Railway station in Yankton, South Dakota, United States

The Chicago, Milwaukee and St. Paul Depot in Yankton, South Dakota was built in 1905 by the Chicago, Milwaukee, St. Paul and Pacific Railroad (otherwise known as The Milwaukee Road).

== History ==
Prior to the 1870s, Yankton was served by steamboats along the Missouri River. As service declined, railroads took over to serve the communities in South Dakota. In the late 1870s, the Dakota Southern Railroad entered Yankton. Shortly afterward, the Dakota Southern was bought by The Milwaukee Road. The Milwaukee Road then expanded westward toward Rapid City, South Dakota and the Black Hills.

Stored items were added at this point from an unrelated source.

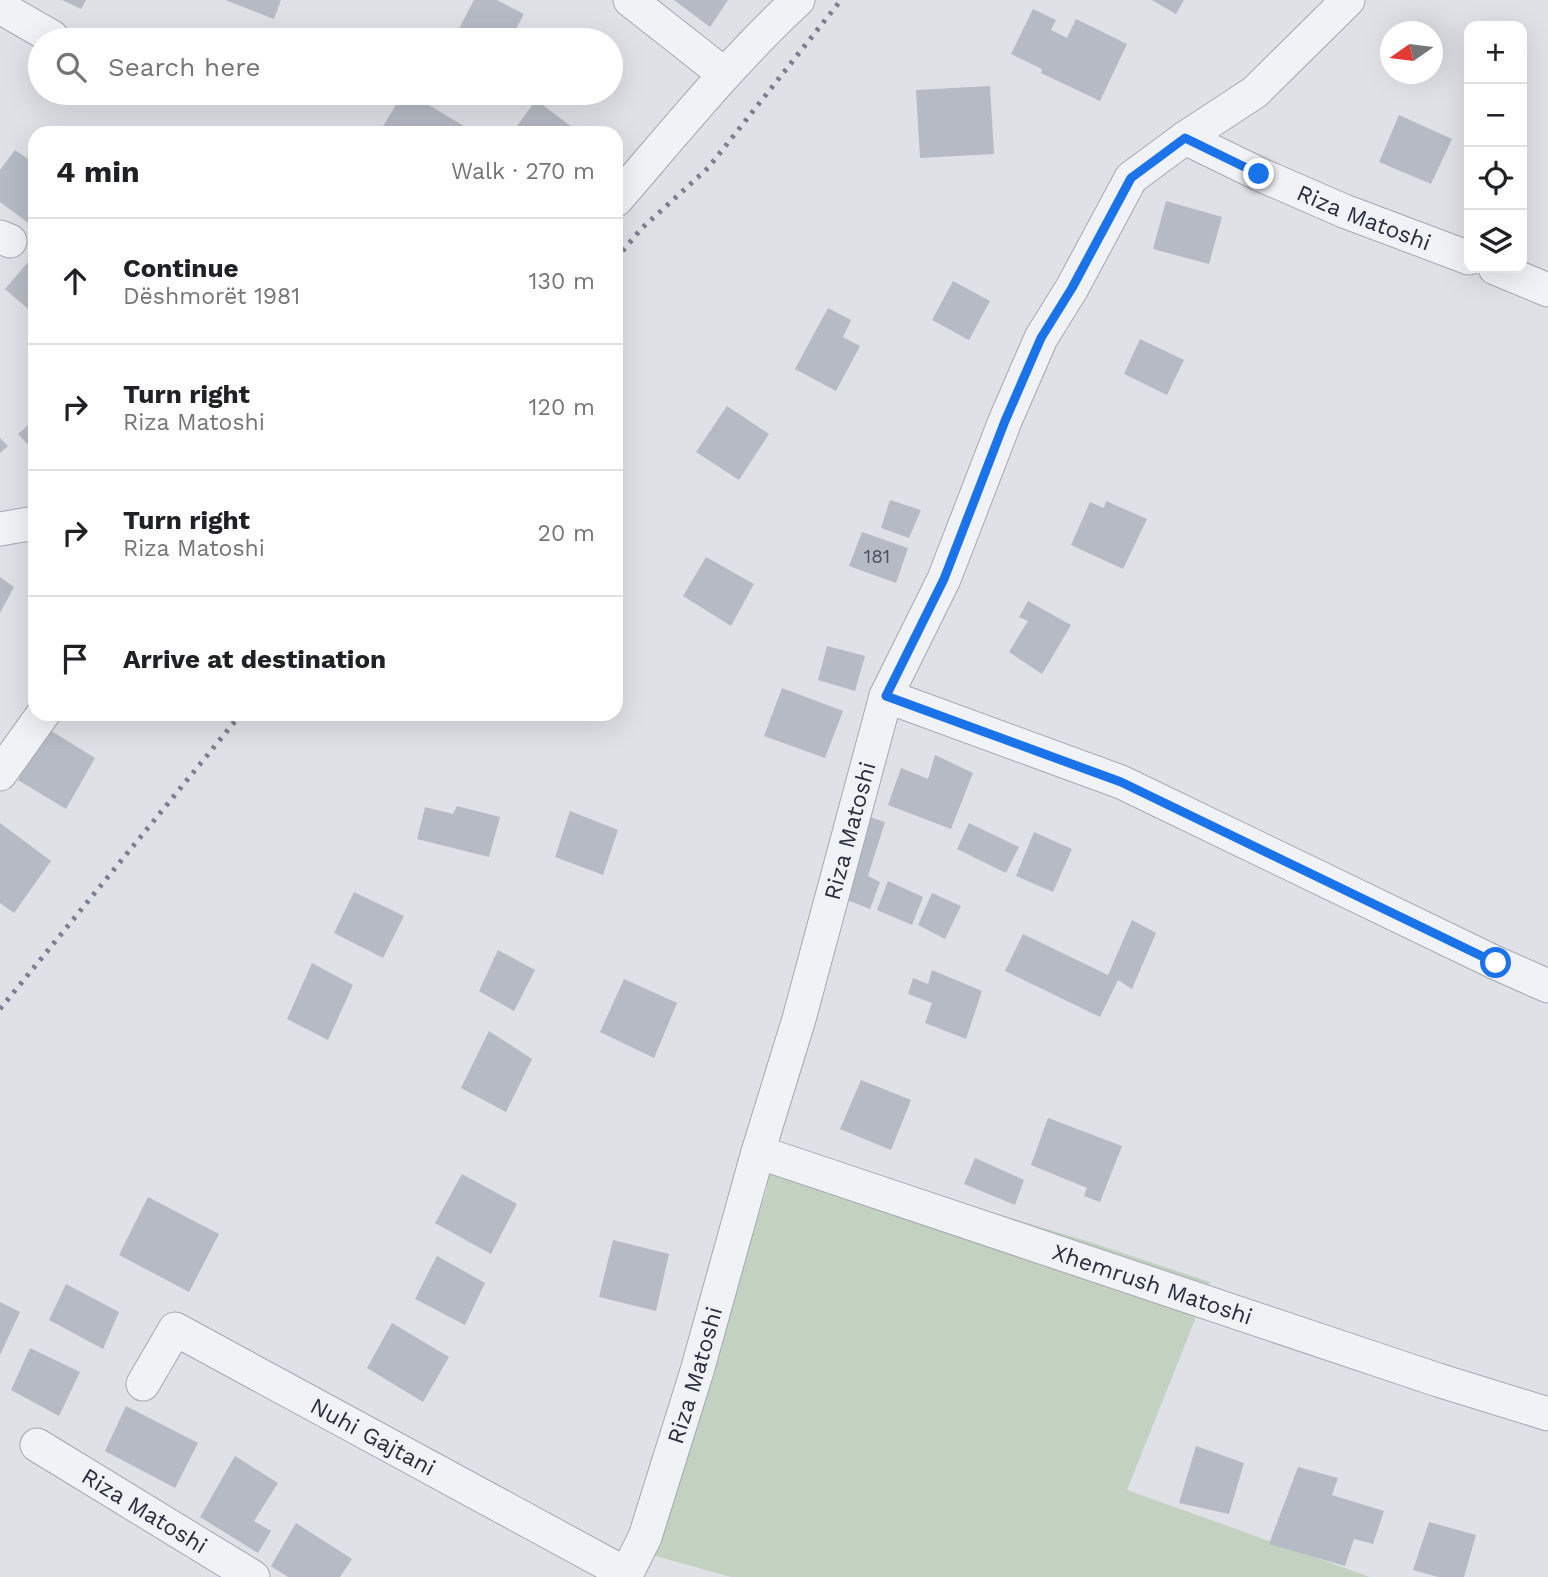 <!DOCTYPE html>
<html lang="en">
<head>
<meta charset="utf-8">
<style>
	body { margin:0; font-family:"Work Sans",sans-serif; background:#f2f2f2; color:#202124 }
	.controls { position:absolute; right:21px; top:21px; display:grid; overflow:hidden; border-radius:14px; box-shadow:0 7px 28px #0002 }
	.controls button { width:63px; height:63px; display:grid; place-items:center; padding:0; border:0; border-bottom:2px solid #e0e0e0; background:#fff; color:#202124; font:35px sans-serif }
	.compass { position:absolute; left:1380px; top:21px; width:63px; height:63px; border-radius:50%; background:#fff; box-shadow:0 7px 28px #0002; rotate:256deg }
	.stop { position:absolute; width:21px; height:21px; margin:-16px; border:5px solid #1a73e8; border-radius:50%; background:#fff }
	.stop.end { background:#1a73e8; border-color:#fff; box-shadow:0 2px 7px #0008 }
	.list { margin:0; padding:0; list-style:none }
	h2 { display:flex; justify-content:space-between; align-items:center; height:91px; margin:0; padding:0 28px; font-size:30px }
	h2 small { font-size:23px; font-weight:400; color:#757577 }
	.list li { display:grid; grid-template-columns:46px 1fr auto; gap:21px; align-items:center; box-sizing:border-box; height:126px; padding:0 28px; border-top:2px solid #e0e0e0 }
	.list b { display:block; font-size:26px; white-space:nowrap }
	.list p { margin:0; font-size:23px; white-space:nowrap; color:#757577 }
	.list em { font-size:23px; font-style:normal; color:#757577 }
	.icon { flex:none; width:38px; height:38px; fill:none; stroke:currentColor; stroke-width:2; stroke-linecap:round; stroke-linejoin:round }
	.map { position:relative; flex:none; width:1548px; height:1577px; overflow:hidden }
	.search { position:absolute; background:#fff; box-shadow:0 7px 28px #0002; left:28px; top:28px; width:595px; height:77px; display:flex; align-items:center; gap:18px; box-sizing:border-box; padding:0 24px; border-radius:38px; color:#757577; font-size:26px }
	.panel { position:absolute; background:#fff; box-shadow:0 7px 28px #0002; left:28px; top:126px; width:595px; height:595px; border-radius:21px }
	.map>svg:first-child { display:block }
	.green { fill:#c3d1c0 }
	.building { fill:#b6bac4 }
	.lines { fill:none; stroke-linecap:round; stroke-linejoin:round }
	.minor-casing { stroke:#a4a8b1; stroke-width:35 }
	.minor { stroke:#f1f2f6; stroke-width:33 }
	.rail { stroke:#797f90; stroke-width:5; stroke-dasharray:3.5 7; stroke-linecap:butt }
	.route { stroke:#1a73e8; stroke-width:9 }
	.labels { text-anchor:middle; stroke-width:5; stroke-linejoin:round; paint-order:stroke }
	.number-label { font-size:19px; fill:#4c5160 }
	.street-label { font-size:23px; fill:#282e3e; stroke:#eef0f5 }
</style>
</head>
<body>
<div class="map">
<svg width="1548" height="1577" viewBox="0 0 1548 1577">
	<rect width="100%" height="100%" fill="#dfe1e7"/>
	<path class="green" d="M769 1144 1090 1242 1210 1282 1127 1490 1370 1577H731L652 1555 767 1188Z"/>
	<path class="building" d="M62 0H86L81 9Z
		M225 0H281L274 19Z
		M474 0H497L524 14 510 40H453Z
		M674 0H728L710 27Z
		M1152 0H1184L1176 14Z
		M1033 9 1056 20 1051 30 1067 38 1076 19 1127 44 1100 101 1041 73 1042 69 1011 54Z
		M990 86 994 154 920 158 916 90Z
		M403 93H409L467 128 464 133H379Z
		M536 100 580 133H512Z
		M1399 115 1452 139 1431 184 1379 162Z
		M15 150 35 164V228L0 202V170Z
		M1166 201 1222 217 1209 264 1153 249Z
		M35 254V315L5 289Z
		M953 281 990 301 969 340 932 320Z
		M828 308 851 320 843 337 860 346 836 391 795 369Z
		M1140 339 1184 360 1167 395 1124 374Z
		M727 406 769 434 739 480 696 452Z
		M35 419V452L18 434Z
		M0 438 8 446 0 453Z
		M890 500 921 510 909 538 881 528Z
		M1106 501 1147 519 1123 569 1071 545 1090 502 1104 508Z
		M862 532 908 548 896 583 849 566Z
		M706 557 754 584 731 626 683 596Z
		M0 577 14 587 0 613Z
		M1028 601 1071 625 1042 674 1009 652 1028 621 1019 617Z
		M827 646 865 656 855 691 818 680Z
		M782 688 843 711 825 758 764 736Z
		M48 729 95 758 66 809 18 780Z
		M935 755 973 773 951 829 888 805 901 768 928 779Z
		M457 806 500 817 489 857 417 839 425 807 453 814Z
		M570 811 618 830 603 875 555 857Z
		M863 815 885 822 868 876 880 882 870 909 837 896Z
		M0 823 51 861 14 913 0 903Z
		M969 823 1019 847 1006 873 957 849Z
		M1034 832 1072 849 1053 892 1016 876Z
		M888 881 923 897 912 925 877 910Z
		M354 892 404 916 383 958 334 933Z
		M932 893 961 906 945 939 918 925Z
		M1132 920 1156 933 1132 989 1118 980 1100 1017 1005 971 1023 934 1108 975Z
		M498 950 535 970 514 1011 479 991Z
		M312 963 353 985 328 1040 287 1019Z
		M932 970 982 991 966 1039 925 1023 932 1003 908 994 913 978 928 984Z
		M624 979 677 1003 654 1058 600 1032Z
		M489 1031 532 1059 506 1112 461 1088Z
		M861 1080 911 1100 891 1150 840 1129Z
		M1048 1118 1122 1146 1100 1202 1084 1196 1087 1188 1031 1165Z
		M975 1158 1024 1180 1015 1205 964 1184Z
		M462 1174 517 1204 491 1254 435 1223Z
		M148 1197 219 1234 189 1292 119 1255Z
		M613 1240 669 1254 656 1311 599 1297Z
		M437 1256 485 1283 465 1325 415 1299Z
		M66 1284 119 1312 103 1349 49 1320Z
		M0 1302 20 1312 0 1355Z
		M392 1323 449 1357 423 1402 367 1368Z
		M30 1348 80 1372 59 1416 11 1390Z
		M126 1406 198 1443 175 1488 105 1451Z
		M1196 1446 1244 1463 1229 1514 1179 1503Z
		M235 1456 278 1483 254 1521 271 1531 258 1553 200 1517Z
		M1298 1467 1338 1478 1332 1495 1384 1511 1373 1544 1354 1539 1345 1566 1269 1544Z
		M1429 1522 1476 1535 1464 1577H1438L1413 1570Z
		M296 1523 352 1559 340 1577H288L271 1566Z"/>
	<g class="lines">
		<defs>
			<g id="minor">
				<path d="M630 0 724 74"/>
				<path d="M0 7 52 37"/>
				<path id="s1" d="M1185 138 1259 174 1344 211 1469 258"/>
				<path d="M616 200C675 132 732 61 798 0"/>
				<path d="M0 237 10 241"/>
				<path d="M1495 268 1548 290"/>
				<path d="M0 529 35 523"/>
				<path d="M886 696 1121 782 1496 963 1548 986"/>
				<path d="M0 774 43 714"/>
				<path id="s2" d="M758 1152 1438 1380 1548 1414"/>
				<path id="s3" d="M143 1384 175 1329 626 1574"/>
				<path id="s4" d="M37 1445 253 1577"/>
				<path id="s5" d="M625 1577 645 1537 697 1371 758 1152 799 1019 886 696 944 579 1005 421 1041 338 1072 288 1131 178 1185 138 1255 92 1348 0"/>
			</g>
		</defs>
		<use href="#minor" class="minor-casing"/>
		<use href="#minor" class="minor"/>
		<path class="rail" d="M616 259 641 229 708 168 841 0
			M0 1009 241 714"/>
	</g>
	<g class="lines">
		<path class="route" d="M1259 174 1185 138 1131 178 1072 288 1041 338 1005 421 944 579 886 696 1121 782 1496 963"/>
	</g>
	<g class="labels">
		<g class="number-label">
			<text x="877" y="563">181</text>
		</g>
		<g class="street-label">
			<text dy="8" stroke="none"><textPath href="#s1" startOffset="196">Riza Matoshi</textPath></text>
			<text dy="8" stroke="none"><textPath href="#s5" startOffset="780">Riza Matoshi</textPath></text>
			<text dy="8" stroke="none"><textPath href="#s2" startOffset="416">Xhemrush Matoshi</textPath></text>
			<text dy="8" stroke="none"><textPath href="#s5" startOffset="214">Riza Matoshi</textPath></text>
			<text dy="8" stroke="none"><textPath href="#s3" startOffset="289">Nuhi Gajtani</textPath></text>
			<text dy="8" stroke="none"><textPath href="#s4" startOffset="126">Riza Matoshi</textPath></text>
		</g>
	</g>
</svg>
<div class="controls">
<button>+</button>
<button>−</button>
<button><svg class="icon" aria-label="locate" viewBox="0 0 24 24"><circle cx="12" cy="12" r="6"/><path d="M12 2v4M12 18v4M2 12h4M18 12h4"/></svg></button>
<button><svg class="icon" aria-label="layers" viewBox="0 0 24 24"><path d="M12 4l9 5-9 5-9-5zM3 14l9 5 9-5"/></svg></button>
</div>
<svg class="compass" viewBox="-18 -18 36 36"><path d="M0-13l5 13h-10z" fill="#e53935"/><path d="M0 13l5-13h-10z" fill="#757577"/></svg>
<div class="stop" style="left:1496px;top:963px"></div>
<div class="stop end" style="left:1259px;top:174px"></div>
<div class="search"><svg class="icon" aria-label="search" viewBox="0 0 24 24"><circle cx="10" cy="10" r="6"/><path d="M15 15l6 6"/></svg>Search here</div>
<section class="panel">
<h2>4 min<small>Walk · 270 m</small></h2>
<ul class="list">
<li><svg class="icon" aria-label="ahead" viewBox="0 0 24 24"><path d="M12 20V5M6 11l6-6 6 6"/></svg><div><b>Continue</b><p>Dëshmorët 1981</p></div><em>130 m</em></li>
<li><svg class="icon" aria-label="right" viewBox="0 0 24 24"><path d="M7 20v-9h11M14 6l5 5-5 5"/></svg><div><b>Turn right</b><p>Riza Matoshi</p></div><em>120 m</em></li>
<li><svg class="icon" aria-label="right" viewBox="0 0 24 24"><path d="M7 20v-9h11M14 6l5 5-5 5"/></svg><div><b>Turn right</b><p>Riza Matoshi</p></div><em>20 m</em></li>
<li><svg class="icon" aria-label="arrive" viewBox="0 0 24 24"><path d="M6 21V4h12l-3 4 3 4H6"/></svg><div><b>Arrive at destination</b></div></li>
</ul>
</section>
</div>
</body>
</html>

In 1905, The Milwaukee Road built its depot in Yankton. Using a common design, the depot is rectangular in shape and single story. It is built of brick with wood and stone trim. There is a covered area at one end of the depot that leads to the waiting room. A baggage room is located at the other end and the station agent's office is located between the two.

As railroad passenger service declined after the 1940s, the depot was sold. The Milwaukee Road itself went bankrupt in the 1980s, and the tracks adjacent to the depot were sold to BNSF Railway predecessor Burlington Northern. At the time of nomination to the National Register of Historic Places, the depot was used as offices for a local cable television company. In 2008, the depot houses the offices of an architectural firm.

The depot was listed in the National Register because of its architecture and also because of it association with the commercial development of Yankton and the development of railroads in South Dakota.